## Data for this task
—————

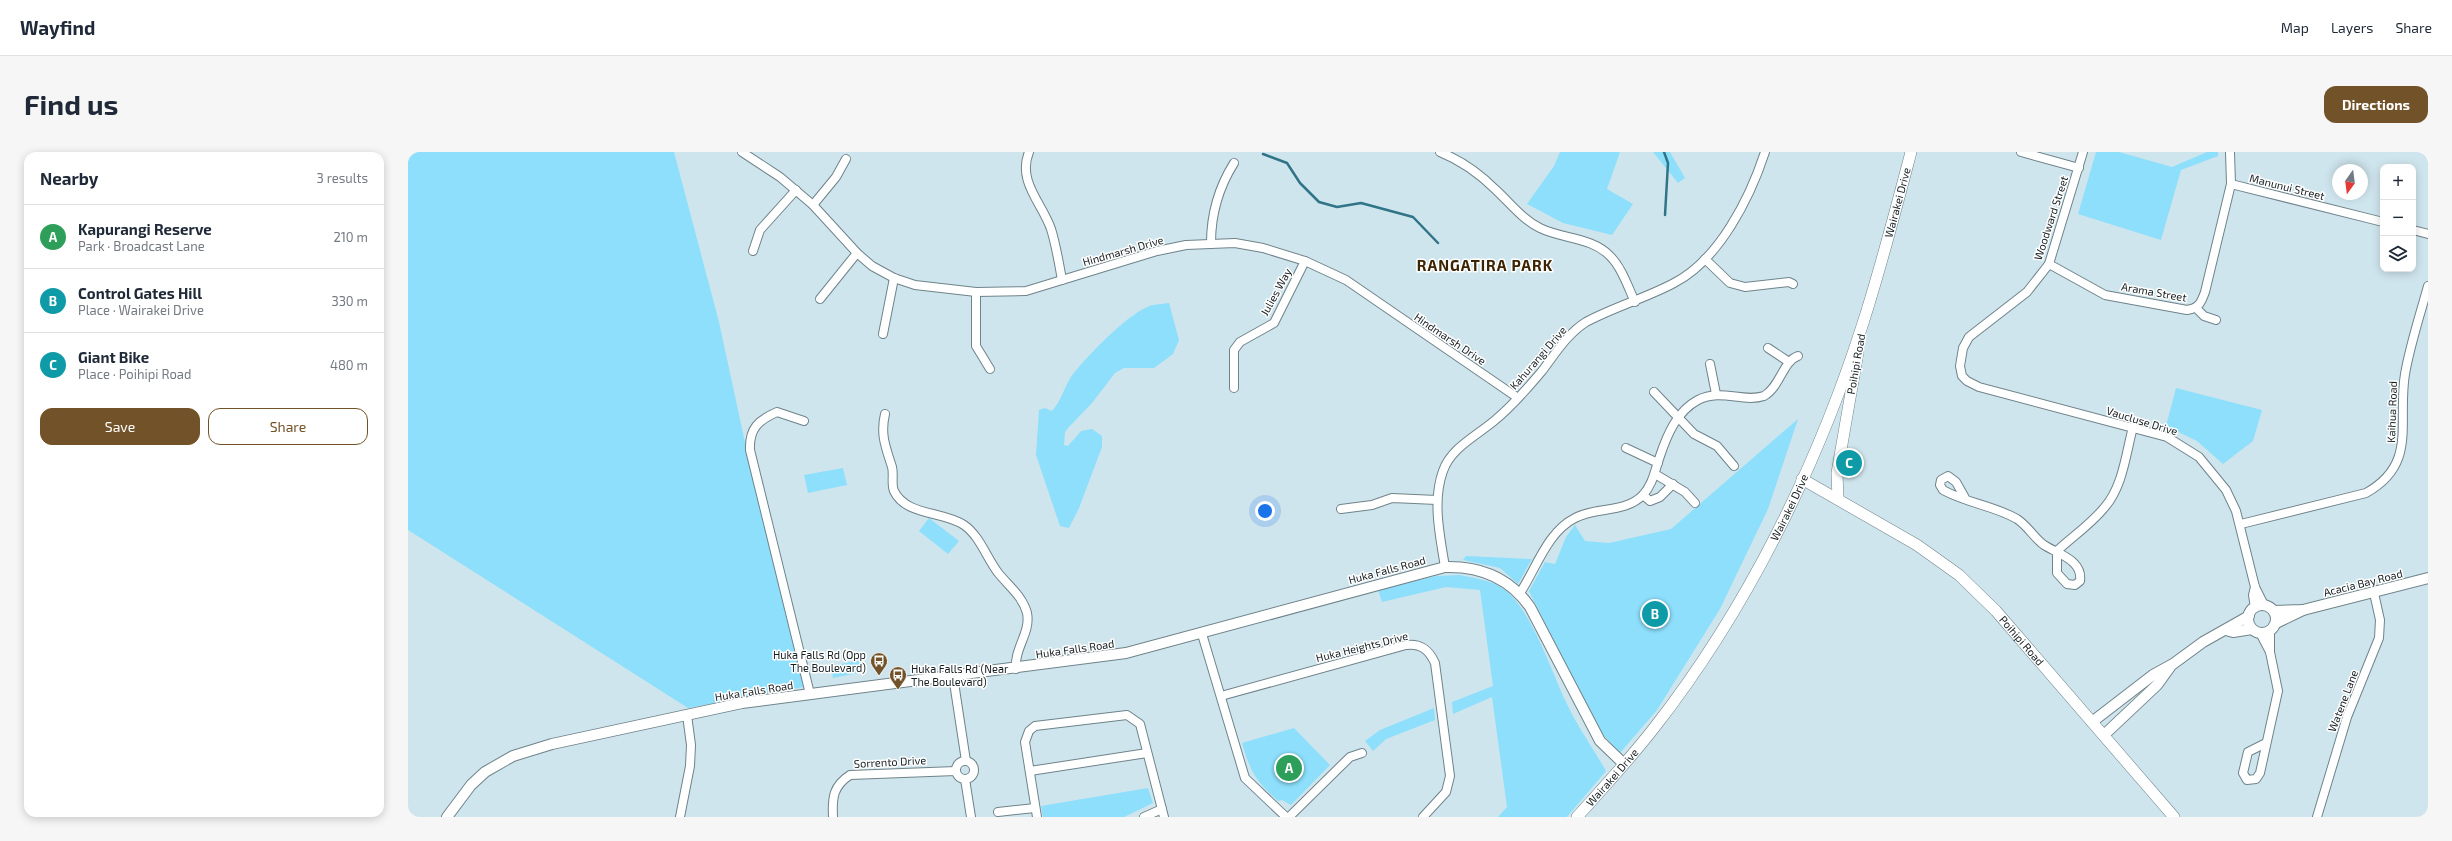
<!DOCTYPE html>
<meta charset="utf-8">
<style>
:root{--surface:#fff;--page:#f6f6f7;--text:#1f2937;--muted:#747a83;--line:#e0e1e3;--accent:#725228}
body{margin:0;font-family:"Exo 2",sans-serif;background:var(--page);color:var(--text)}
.controls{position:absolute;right:12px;top:12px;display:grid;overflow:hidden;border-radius:8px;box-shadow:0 2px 10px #0003}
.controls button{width:36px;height:36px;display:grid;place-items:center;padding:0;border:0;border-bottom:1px solid var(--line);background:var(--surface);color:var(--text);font:20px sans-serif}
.compass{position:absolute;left:1924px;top:12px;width:36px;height:36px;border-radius:50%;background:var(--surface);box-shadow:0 2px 10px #0003;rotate:194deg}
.you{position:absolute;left:857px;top:359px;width:14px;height:14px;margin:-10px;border:3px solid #fff;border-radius:50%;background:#1a73e8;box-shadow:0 0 0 6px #1a73e833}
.badge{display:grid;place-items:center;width:26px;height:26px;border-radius:50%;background:var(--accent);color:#fff;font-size:13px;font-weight:700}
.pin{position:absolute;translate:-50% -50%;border:2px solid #fff;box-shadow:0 1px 4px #0006}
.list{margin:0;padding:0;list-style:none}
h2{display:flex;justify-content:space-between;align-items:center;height:52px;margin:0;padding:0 16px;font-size:17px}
h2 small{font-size:13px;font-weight:400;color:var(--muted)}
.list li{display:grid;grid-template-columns:26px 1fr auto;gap:12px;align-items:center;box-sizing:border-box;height:64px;padding:0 16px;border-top:1px solid var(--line)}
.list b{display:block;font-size:15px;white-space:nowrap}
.list p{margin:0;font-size:13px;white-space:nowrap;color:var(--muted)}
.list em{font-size:13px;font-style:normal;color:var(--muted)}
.actions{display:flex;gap:8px;padding:12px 16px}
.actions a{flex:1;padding:9px 0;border:1px solid var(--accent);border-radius:12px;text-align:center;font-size:14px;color:var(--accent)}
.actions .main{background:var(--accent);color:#fff}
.icon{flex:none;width:22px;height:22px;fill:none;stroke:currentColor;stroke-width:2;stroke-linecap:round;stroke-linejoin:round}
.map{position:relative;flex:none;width:2020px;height:665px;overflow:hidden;border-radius:12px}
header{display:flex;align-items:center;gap:24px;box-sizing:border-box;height:56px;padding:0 20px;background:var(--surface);border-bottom:1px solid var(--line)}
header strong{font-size:19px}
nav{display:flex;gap:22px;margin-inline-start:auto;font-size:14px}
.intro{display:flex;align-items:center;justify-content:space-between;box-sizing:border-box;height:96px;padding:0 24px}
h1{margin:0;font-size:28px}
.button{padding:10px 18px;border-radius:12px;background:var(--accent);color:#fff;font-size:14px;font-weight:700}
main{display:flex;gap:24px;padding:0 24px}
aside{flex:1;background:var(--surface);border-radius:12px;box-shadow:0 2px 10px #0003}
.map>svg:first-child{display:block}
</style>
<header>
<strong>Wayfind</strong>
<nav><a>Map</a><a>Layers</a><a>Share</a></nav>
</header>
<div class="intro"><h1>Find us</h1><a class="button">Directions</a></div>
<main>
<aside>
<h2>Nearby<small>3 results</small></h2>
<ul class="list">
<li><span class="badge" style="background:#2e9e5b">A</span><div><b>Kapurangi Reserve</b><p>Park · Broadcast Lane</p></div><em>210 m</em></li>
<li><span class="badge" style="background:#0f9aa8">B</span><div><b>Control Gates Hill</b><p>Place · Wairakei Drive</p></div><em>330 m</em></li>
<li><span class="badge" style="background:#0f9aa8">C</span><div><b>Giant Bike</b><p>Place · Poihipi Road</p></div><em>480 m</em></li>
</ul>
<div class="actions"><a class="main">Save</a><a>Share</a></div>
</aside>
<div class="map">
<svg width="2020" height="665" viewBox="0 0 2020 665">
<rect width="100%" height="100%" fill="#cfe5ed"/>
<g fill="#8ddffb">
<path d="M0,0h266l45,170 36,167 49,198 -116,21 -280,-178z"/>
<path d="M1152,0h60l-13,37 26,15 -21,31 -49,-12 -36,-19 27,-38z"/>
<path d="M1245,0h17l15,26 -7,5z"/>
<path d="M1688,0h23l53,15 35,-15h11v4l-37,14 -20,70 -83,-26z"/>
<path d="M761,151l10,37 -6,14 -19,14h-30l-9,5 -23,30 -23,24 -4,5 -1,13 4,1 13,-15 11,-2 10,7v11l-23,61 -10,20 -9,-2 -24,-71 3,-45 6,-2 7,3c9,-10 12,-23 19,-34 14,-19 60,-67 82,-72 5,-1 11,-1 16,-2z"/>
<path d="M1768,236l86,22 -9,31 -30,23 -26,-23 -31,-15z"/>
<path d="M1390,267l-30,90 -48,100 -63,101 -37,43 -22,-24 -69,-138 16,-29 10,2 11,-27 9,-12 10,16 24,2 62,-14z"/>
<path d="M435,316l4,17 -39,8 -4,-18z"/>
<path d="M521,366l30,23 -11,13 -29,-23z"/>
<path d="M1058,404l66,3 -14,25 -18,-16 -37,-8z"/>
<path d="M1051,423c16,3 33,5 46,15 27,21 46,81 61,112 11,24 27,46 40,69l-39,46h-69l9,-10 -15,-110 -39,17 -1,-12 41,-16 -13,-96 -34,-3 -64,15 -4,-12 58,-14z"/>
<path d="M453,508l2,12 -30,6 -2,-12z"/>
<path d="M1026,556l1,12 -49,19 -13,12 -8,-10 15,-11z"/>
<path d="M886,576l36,37 -39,40 -9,-5 -4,1c-23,-21 -27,-28 -36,-58z"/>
<path d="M740,636l5,15 -29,14h-81l-2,-11z"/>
</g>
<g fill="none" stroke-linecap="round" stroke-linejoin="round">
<g stroke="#307488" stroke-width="2.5">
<path d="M1256,0l4,11 -3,52"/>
<path d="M855,2l24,9 13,20 19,19 18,5 24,-4 52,14 25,26"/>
</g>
<g stroke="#6f838a" stroke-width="10">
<g id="minor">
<path d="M334,0l38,25 33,28 44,48 15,13 22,12 21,7 61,7 50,-1 131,-40 29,-6 49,-2 28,5 42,13 41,19 172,118"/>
<path d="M621,0c-12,29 13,51 22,77 5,16 8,34 11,51"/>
<path d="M1032,0c20,8 41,23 56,38 14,13 26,29 44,38 22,11 52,9 70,28 12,12 18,31 25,46"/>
<path d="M1613,0l58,16"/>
<path d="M1675,0l-34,112 -22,28 -58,45 -6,11 -3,18 2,10 5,5 12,6 188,50 32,20 27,33 10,21 19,76 9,18"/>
<path d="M1823,32l152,38"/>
<path d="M405,53l23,-28 10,-18"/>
<path d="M2005,78l15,4"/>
<path d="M803,91c0,-29 8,-56 23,-80"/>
<path d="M345,99l7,-21 36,-40"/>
<path d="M1297,107l25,24 15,4 44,-5 4,2"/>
<path d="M1641,112l56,31 82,15c12,-2 14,-7 18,-18l26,-108 -1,-32"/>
<path d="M568,140v54l14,23"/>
<path d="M412,147l37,-46"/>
<path d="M1788,156l8,8 12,4"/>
<path d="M475,182l11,-56"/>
<path d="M1360,196l21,14"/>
<path d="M1302,212l6,30"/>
<path d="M826,236v-38l6,-8 34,-19 31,-62"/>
<path d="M1246,240l40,42 23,12 17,20"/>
<path d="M477,262c-5,21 1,34 7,53 2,7 -1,17 2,24 12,25 49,20 70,34 16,11 23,34 35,49 10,12 24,23 28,39 4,20 -13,35 -11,56"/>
<path d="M396,269l-27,-9c-18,8 -28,16 -27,38l60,244"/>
<path d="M1218,296l32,15"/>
<path d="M1247,322l30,18 10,11"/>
<path d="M1235,343l7,6 10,-4 13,-13"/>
<path d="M1557,346l-9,-16 -8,-6 -7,4 -1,5 3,5c23,13 52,16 74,29 11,7 17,19 27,26 14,9 39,15 36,36l-5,4 -8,-1 -10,-11v-22"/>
<path d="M933,357l31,-4 20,-7 45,2"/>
<path d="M1833,372l125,-31c52,-29 31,-70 39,-119 5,-29 15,-59 23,-88"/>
<path d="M1649,399c15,-14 34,-27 47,-43 19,-21 22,-55 29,-81"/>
<path d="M1037,415c-5,-31 -13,-66 -2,-96 8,-23 33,-35 51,-50 17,-14 33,-32 48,-50 13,-17 25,-37 44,-49 28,-15 60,-24 88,-39 45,-23 76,-85 91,-131"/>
<path d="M1112,441c16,-24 27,-61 55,-75 22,-12 49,-4 68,-23 10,-11 12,-25 17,-39 7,-21 17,-45 38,-56 23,-12 45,3 66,-4 16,-9 19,-35 34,-40"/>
<path d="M1847,456l-2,-13 2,-8"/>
<path d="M1852,481l10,19 8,39 -18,82 -4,6 -9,1 -4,-7 5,-21 18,-9"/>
<path d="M794,482l43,144 41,39"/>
<path d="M1862,500v-21"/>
<path d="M545,524l13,85"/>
<path d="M813,544l185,-51c15,-2 23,5 29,18l15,113 -4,16 -23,25"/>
<circle cx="557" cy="618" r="9"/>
<path d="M622,619l117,-18"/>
<path d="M557,627l6,38"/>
<path d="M590,660l37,-4"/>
<path d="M272,665l10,-51 1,-21 -4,-30"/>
<path d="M425,665c-1,-19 0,-31 17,-42l106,-4"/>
<path d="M629,665l-12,-75 4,-11 6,-5 92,-11 13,9 24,93"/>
<path d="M736,665l18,-8"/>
<path d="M881,665l61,-60 12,-4"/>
<path d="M1909,665l30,-100 32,-79 1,-18 -6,-27"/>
</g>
</g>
<g stroke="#6f838a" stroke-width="12">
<g id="tertiary">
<circle cx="1854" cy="467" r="14"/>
<path d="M1866,459l29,-1 125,-32"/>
<path d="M1868,471l27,-13"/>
<path d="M1818,478l7,2 19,-3"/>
<path d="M1684,570l61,-47 20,-11 30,-22 46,-26"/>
<path d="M1696,583l53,-50 13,-18"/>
<path d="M39,665l24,-32 14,-13 28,-16 39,-12 190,-41 384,-50 319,-86c35,-1 64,10 85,40l70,134 24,23"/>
</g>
</g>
<g stroke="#6f838a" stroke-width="12">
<g id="secondary">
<path id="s1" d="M1394,327l115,66 42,30 37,36 178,206"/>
<path d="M1430,347l-1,-26 21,-121"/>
<path id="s2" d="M1169,665c26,-29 53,-58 77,-89 93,-119 163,-261 209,-405 18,-56 33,-114 48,-171"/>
</g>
</g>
<use href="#minor" stroke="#fff" stroke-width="8"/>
<use href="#tertiary" stroke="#fff" stroke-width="10"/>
<use href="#secondary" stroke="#fff" stroke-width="11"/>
</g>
<defs>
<g id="bus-pin" transform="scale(0.9)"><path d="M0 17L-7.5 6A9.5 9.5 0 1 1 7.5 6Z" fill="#725228" stroke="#fff"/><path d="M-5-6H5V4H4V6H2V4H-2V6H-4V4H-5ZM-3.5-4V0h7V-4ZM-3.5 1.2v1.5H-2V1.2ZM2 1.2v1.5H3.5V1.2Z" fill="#fff"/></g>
</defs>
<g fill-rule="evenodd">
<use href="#bus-pin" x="471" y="509"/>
<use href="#bus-pin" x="490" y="523"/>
</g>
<g text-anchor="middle" stroke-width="3" stroke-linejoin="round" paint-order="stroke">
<g font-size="11" fill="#151d20" stroke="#fff">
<text transform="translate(1879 35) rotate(14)" y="4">Manunui Street</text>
<text dy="4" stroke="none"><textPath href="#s2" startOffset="701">Wairakei Drive</textPath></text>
<text transform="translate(1643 66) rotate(-72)" y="4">Woodward Street</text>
<text transform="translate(715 99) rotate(-16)" y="4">Hindmarsh Drive</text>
<text transform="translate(868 140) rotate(-61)" y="4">Julies Way</text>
<text transform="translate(1746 140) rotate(10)" y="4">Arama Street</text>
<text transform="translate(1042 187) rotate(34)" y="4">Hindmarsh Drive</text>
<text transform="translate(1130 206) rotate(-49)" y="4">Kahurangi Drive</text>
<text transform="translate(1448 212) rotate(-80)" y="4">Poihipi Road</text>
<text transform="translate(1984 260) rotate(-88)" y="4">Kaihua Road</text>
<text transform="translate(1734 269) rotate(17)" y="4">Vaucluse Drive</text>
<text dy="4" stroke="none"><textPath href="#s2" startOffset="377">Wairakei Drive</textPath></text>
<text transform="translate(979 418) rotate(-15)" y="4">Huka Falls Road</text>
<text transform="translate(1955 431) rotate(-14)" y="4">Acacia Bay Road</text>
<text dy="4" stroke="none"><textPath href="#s1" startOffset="275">Poihipi Road</textPath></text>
<text transform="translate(954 495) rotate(-14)" y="4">Huka Heights Drive</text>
<text transform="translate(667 497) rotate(-8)" y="4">Huka Falls Road</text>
<text transform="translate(346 539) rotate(-9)" y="4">Huka Falls Road</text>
<text transform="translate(1935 549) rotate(-69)" y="4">Watene Lane</text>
<text transform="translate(482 610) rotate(-3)" y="4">Sorrento Drive</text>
<text dy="4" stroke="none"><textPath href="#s2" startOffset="53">Wairakei Drive</textPath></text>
</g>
<g font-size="11" fill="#151d20" stroke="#fff" text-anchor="end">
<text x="458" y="507">Huka Falls Rd (Opp<tspan x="458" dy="13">The Boulevard)</tspan></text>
<text x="503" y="521" text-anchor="start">Huka Falls Rd (Near<tspan x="503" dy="13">The Boulevard)</tspan></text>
</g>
<g font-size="15" font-weight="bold" letter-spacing="1" fill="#3c2401" stroke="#fff">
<text x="1077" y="119">RANGATIRA PARK</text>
</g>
</g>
</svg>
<div class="controls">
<button>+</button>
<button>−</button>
<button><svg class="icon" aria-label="layers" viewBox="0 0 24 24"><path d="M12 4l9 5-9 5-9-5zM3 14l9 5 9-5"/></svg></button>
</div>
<svg class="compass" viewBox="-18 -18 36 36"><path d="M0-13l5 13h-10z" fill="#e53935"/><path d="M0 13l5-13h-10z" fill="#747a83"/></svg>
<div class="you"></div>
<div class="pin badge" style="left:881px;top:616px;background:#2e9e5b">A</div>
<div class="pin badge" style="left:1247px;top:462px;background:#0f9aa8">B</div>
<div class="pin badge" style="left:1441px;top:311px;background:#0f9aa8">C</div>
</div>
</main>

—————

## Exercise objective
The lines to return are those with the string "linecap" in them; copy each from the entries above.

## Task solution
.icon{flex:none;width:22px;height:22px;fill:none;stroke:currentColor;stroke-width:2;stroke-linecap:round;stroke-linejoin:round}
<g fill="none" stroke-linecap="round" stroke-linejoin="round">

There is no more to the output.